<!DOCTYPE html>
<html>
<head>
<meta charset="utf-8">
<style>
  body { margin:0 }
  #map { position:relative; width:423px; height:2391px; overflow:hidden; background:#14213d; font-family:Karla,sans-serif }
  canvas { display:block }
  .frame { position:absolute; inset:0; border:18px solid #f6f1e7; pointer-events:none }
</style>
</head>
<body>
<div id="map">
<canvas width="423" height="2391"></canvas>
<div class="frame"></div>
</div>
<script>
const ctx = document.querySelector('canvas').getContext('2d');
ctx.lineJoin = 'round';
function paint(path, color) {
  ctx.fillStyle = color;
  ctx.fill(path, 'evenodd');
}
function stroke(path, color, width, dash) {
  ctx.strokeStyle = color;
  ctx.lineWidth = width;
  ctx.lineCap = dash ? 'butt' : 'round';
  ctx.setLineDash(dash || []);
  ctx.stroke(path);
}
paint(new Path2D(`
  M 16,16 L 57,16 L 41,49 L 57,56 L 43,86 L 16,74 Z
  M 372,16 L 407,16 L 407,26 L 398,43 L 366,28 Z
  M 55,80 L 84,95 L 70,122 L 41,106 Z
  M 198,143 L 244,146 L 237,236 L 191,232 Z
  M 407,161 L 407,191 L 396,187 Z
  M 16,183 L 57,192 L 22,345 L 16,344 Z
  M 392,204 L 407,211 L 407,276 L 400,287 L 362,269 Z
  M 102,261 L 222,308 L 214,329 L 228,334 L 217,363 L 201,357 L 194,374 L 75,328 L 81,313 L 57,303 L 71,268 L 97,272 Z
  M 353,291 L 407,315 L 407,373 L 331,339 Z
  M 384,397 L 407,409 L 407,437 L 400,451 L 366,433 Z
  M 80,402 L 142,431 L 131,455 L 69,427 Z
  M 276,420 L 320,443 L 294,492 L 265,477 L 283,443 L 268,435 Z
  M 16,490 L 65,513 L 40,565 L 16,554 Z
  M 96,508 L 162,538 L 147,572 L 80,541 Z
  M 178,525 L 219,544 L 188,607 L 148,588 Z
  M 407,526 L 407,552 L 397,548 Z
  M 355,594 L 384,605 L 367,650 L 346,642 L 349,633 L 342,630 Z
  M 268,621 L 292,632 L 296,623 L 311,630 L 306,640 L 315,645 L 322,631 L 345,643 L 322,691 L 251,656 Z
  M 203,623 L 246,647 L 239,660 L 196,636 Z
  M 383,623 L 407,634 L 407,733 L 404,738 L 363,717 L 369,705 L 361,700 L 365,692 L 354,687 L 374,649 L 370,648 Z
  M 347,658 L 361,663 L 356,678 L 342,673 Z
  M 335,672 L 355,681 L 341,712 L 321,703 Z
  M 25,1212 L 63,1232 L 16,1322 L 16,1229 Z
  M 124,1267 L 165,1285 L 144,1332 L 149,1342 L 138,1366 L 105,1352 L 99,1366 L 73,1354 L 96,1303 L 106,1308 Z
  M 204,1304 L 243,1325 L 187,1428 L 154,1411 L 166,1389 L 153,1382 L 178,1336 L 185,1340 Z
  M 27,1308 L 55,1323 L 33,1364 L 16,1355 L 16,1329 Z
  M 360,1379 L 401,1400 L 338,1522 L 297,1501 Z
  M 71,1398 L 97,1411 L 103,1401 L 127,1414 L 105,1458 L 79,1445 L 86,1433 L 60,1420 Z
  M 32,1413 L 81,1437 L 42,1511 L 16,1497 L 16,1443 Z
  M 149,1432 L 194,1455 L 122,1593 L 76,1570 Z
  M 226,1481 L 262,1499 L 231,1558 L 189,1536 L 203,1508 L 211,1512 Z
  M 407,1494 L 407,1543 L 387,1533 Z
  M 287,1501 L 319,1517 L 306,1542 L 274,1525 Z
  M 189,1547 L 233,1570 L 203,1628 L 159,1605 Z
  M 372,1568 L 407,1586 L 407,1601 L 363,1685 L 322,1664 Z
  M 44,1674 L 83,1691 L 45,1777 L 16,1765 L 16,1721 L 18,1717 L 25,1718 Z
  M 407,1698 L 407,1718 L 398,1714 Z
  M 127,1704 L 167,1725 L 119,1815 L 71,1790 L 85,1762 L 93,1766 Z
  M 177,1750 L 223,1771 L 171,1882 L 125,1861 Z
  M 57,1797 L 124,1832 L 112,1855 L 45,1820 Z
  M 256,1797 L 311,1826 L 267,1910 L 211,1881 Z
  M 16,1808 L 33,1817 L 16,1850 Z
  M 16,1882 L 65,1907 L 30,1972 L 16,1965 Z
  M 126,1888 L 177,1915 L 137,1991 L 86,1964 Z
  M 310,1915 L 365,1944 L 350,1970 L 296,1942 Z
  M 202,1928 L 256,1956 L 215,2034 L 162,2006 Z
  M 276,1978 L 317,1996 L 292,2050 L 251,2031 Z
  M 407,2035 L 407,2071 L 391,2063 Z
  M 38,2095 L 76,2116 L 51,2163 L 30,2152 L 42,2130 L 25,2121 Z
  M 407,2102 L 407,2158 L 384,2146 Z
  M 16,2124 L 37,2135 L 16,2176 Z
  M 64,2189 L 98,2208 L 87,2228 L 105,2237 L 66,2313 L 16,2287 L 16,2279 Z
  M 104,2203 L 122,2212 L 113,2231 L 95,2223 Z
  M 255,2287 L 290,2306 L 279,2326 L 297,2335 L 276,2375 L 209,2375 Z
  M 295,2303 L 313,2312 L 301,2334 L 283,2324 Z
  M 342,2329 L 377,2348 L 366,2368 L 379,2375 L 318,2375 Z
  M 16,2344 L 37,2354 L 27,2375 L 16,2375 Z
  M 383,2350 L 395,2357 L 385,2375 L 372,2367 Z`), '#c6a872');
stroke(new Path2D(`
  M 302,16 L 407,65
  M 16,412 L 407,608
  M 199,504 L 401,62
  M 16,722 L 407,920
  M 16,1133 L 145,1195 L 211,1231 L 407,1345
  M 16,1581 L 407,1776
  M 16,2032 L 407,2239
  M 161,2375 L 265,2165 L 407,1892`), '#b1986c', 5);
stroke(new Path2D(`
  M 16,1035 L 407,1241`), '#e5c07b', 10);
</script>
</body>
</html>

# # #

- **PROBLEM DESCRIPTION**
Within the entries above, how many lines include the word "canvas"? Respond with the number only.

- **EXERCISE RESPONSE**
3